A yacht owned by Russian Billionaire Andrey Melnichenko on September 10, 2016. (Flickr)

The man spearheading the U.S. hunt for the yachts, private jets and cash stashes of sanctioned Russians warned they may struggle to hide their riches in even the most far-flung parts of the globe.

The Justice Department’s “KleptoCapture” taskforce has been at the forefront of holding sanctioned Russians to account since the President Vladimir Putin’s invasion of Ukraine.

The team, which has so far seized “multiple hundreds of millions of dollars” worth of assets, will continue to make “arrests around the world, in pockets of the world where people might otherwise think that they are safe from arrest,” Andrew Adams, the prosecutor leading the initiative, said in an interview with Bloomberg.
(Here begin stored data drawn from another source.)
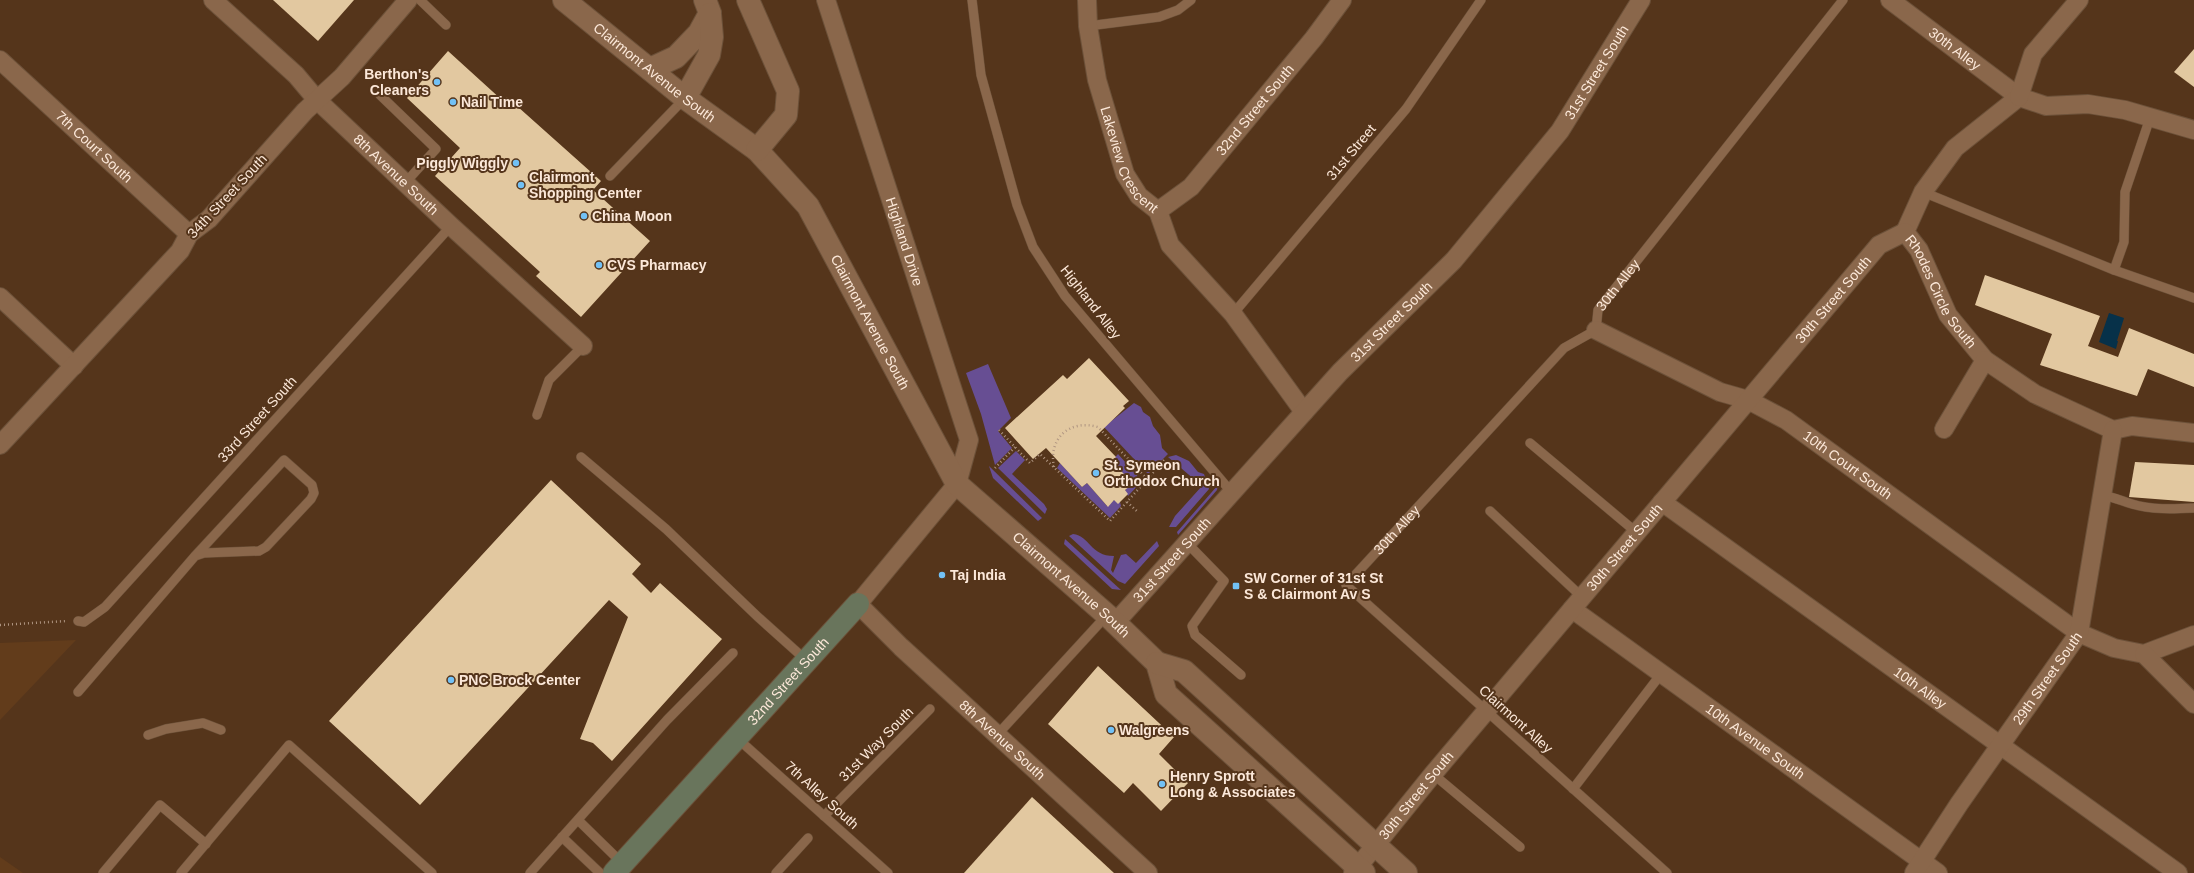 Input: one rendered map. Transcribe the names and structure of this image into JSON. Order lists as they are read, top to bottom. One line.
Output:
{"streets":{"main road":["32nd Street South"],"street":["30th Alley","Clairmont Avenue South","31st Street South","7th Court South","Lakeview Crescent","8th Avenue South","34th Street South","Highland Drive","Rhodes Circle South","30th Street South","10th Court South","29th Street South","10th Alley","10th Avenue South"],"lane":["31st Street","Highland Alley","33rd Street South","Clairmont Alley","31st Way South","7th Alley South"]},"crossings":[["30th Alley","Rhodes Circle South"],["30th Alley","10th Court South"],["30th Alley","Clairmont Alley"],["Clairmont Avenue South","31st Street South"],["Clairmont Avenue South","32nd Street South"],["Clairmont Avenue South","Highland Drive"],["Clairmont Avenue South","30th Street South"],["31st Street South","Lakeview Crescent"],["31st Street South","Highland Alley"],["32nd Street South","Lakeview Crescent"],["32nd Street South","8th Avenue South"],["32nd Street South","Highland Drive"],["32nd Street South","7th Alley South"],["7th Court South","34th Street South"],["31st Street","Lakeview Crescent"],["8th Avenue South","34th Street South"],["8th Avenue South","33rd Street South"],["Rhodes Circle South","30th Street South"],["Rhodes Circle South","29th Street South"],["30th Street South","10th Court South"],["30th Street South","10th Alley"],["30th Street South","Clairmont Alley"],["30th Street South","10th Avenue South"],["10th Court South","29th Street South"],["29th Street South","10th Alley"],["29th Street South","10th Avenue South"],["31st Way South","7th Alley South"]],"places":{"other":["Berthon's Cleaners","Nail Time","Piggly Wiggly","Clairmont Shopping Center","China Moon","CVS Pharmacy","St. Symeon Orthodox Church","Taj India","PNC Brock Center","Walgreens","Henry Sprott Long & Associates"],"transit":["SW Corner of 31st St S & Clairmont Av S"]}} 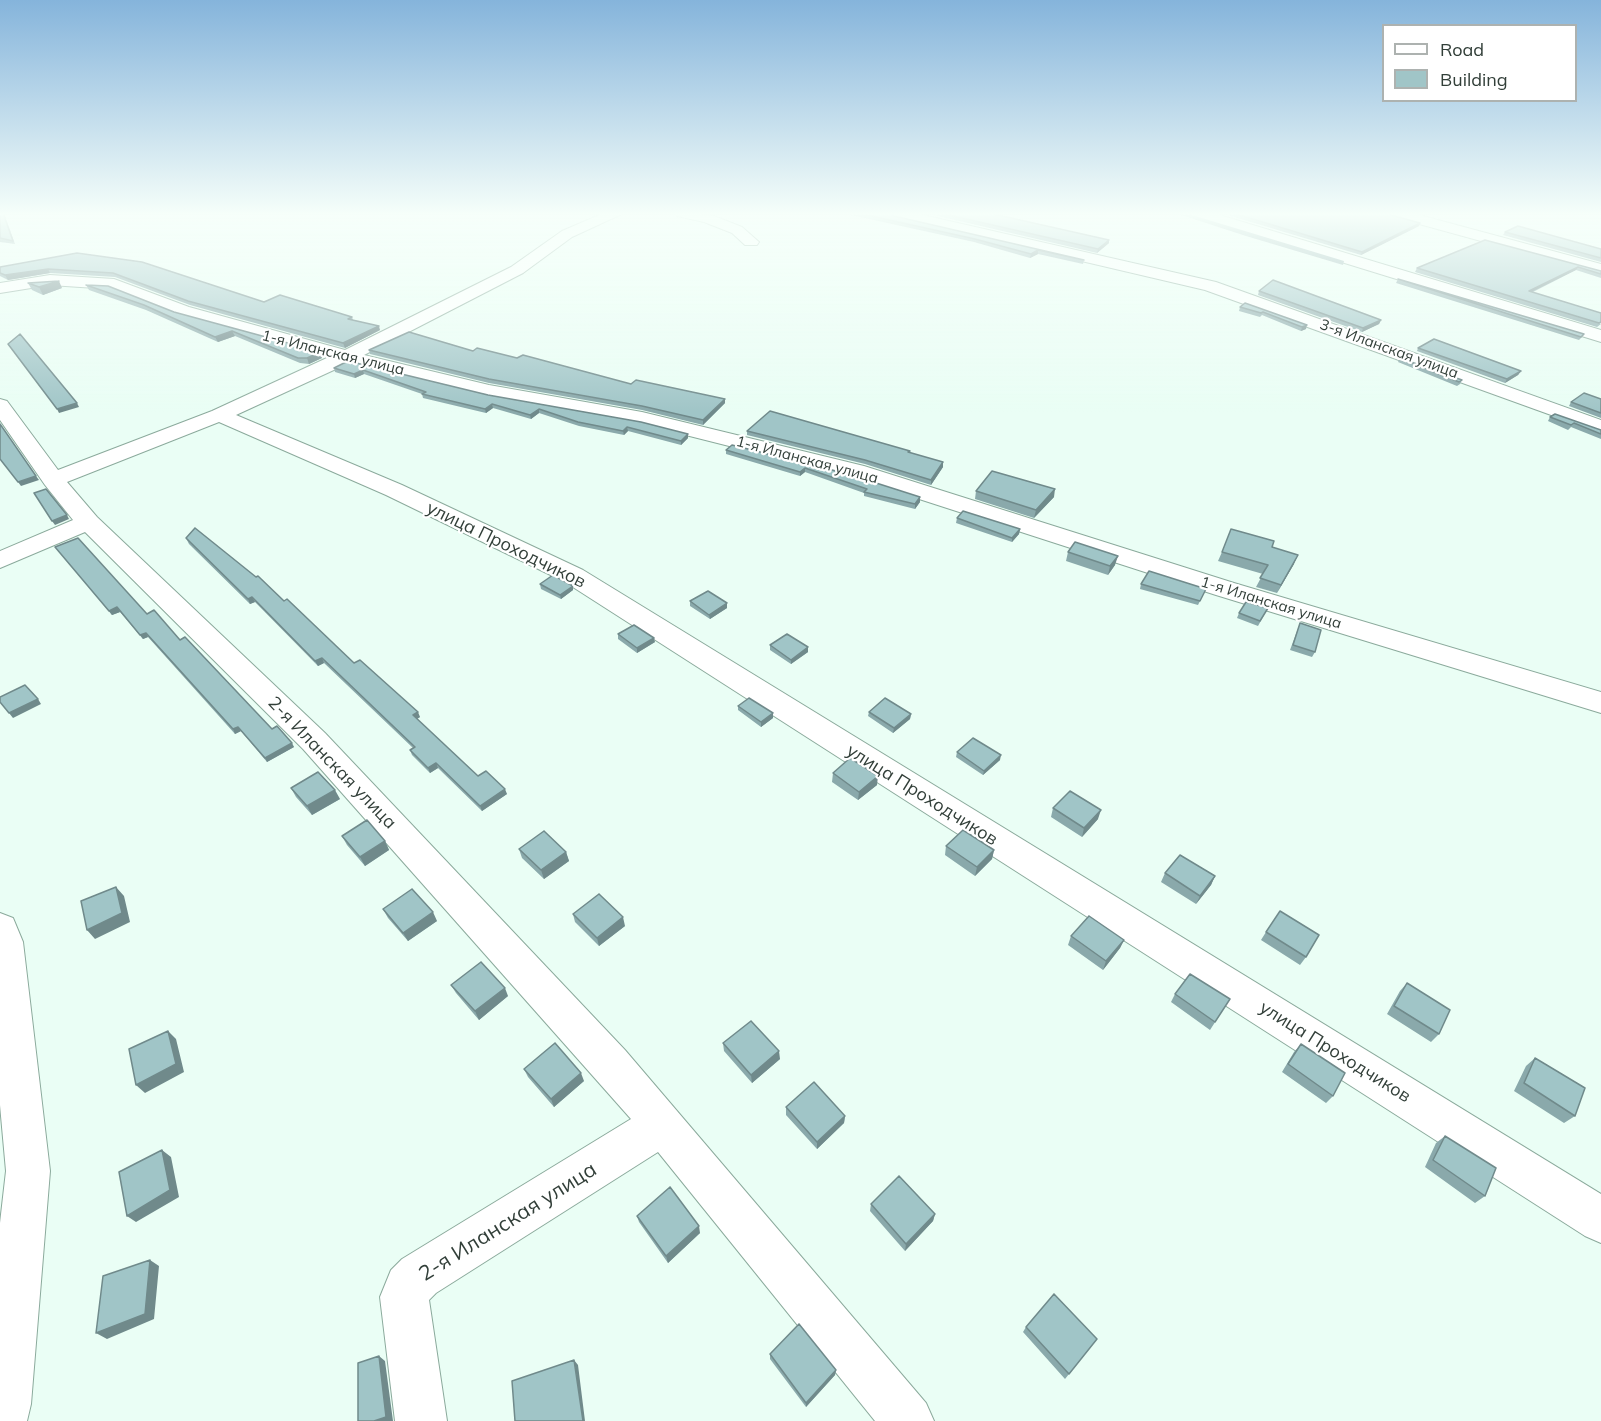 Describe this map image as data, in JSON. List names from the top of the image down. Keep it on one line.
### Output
{"streets":{"street":["3-я Иланская улица","1-я Иланская улица","улица Проходчиков","2-я Иланская улица"]},"legend":["Road","Building"]} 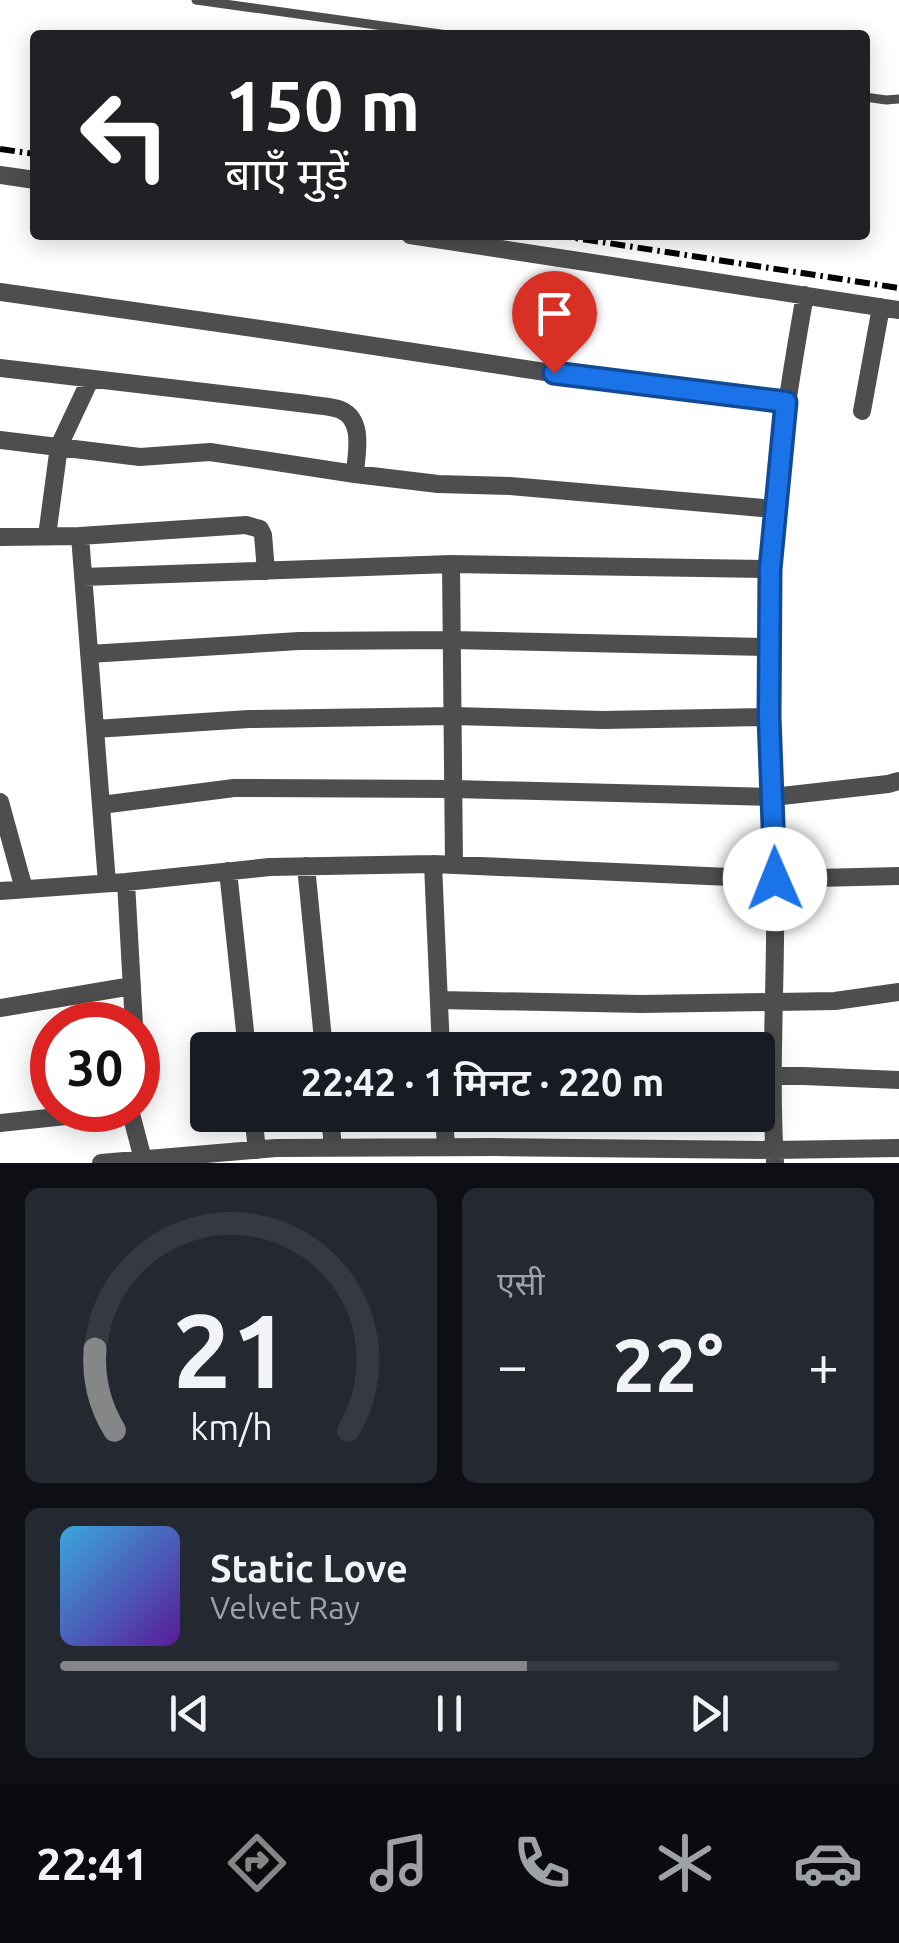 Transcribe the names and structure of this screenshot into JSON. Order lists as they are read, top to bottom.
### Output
{
  "page": {
    "turn": ["150 m", "बाएँ मुड़ें"],
    "limit": "30",
    "trip": "22:42 · 1 मिनट · 220 m",
    "tile": "एसी",
    "heat": ["−", "22°", "+"],
    "song": ["Static Love", "Velvet Ray"],
    "tabs": "22:41",
    "gauge": ["21", "km/h"]
  }
}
In the weeks after the February invasion of Ukraine, western governments moved quickly to clamp down on the movement of Russian assets, often cloaked by complicated ownership structures.

The U.S. set up the inter-agency taskforce in March to pursue assets of Russians subject to sanctions and issued a flurry of warrants to seize superyachts in Spain and Fiji and ground private jets in Dubai. Other wealthy Russians sought to evade penalties by sailing yachts to jurisdictions that are not enforcing western sanctions.

“These things are movable,” Adams said in Paris. “We wanted to take quick action early on in the task force to lock down the assets where we had the facts and the law would allow for us to take a warrant to a judge and get a seizure,” Adams said in Paris.

The group has overseen high-profile indictments of Russians, including metals billionaire Oleg Deripaska — accused by the U.S. in September of violating sanctions in a bid to ensure two of his children gained U.S. citizenship.

Last month, it charged five Russian nationals in an alleged sanctions evasion and money laundering scheme that involved shipping “sensitive military technologies” from the U.S. to Russia. Similar components were found in seized Russian weapons platforms in Ukraine.

In a separate case also announced last month, three people were arrested in Latvia and one in Estonia on charges of violating U.S. export laws by sending a grinding machine to Russia that could have been used in nuclear proliferation and defense programs.

All of the actions the unit has taken — including seizures and arrests in the U.S. — have involved at least some direct assistance from foreign counterparts, Adams said. “We simply cannot do this work without building international cases against the targets that we’re going after.”

He’s in Paris and Brussels this week to meet with the French Justice Ministry and the European Commission while other members of his team travel to Monaco and London, all in the pursuit of blocking additional Russian assets.

Adams was previously co-chief of the money laundering and transnational criminal enterprises unit at the Southern District of New York. He said one of the taskforce’s “top priorities” was looking at whether cryptocurrencies were being used to fund Russian paramilitary groups. He’s working with members of the U.S. Congress on legislation that would allow funds obtained from forfeiture proceedings against Russian assets to be used to help Ukraine.

“That’s a critical piece that we’re working with people on the Hill to craft,” he said. “Beyond that we have tools available to take significant action.”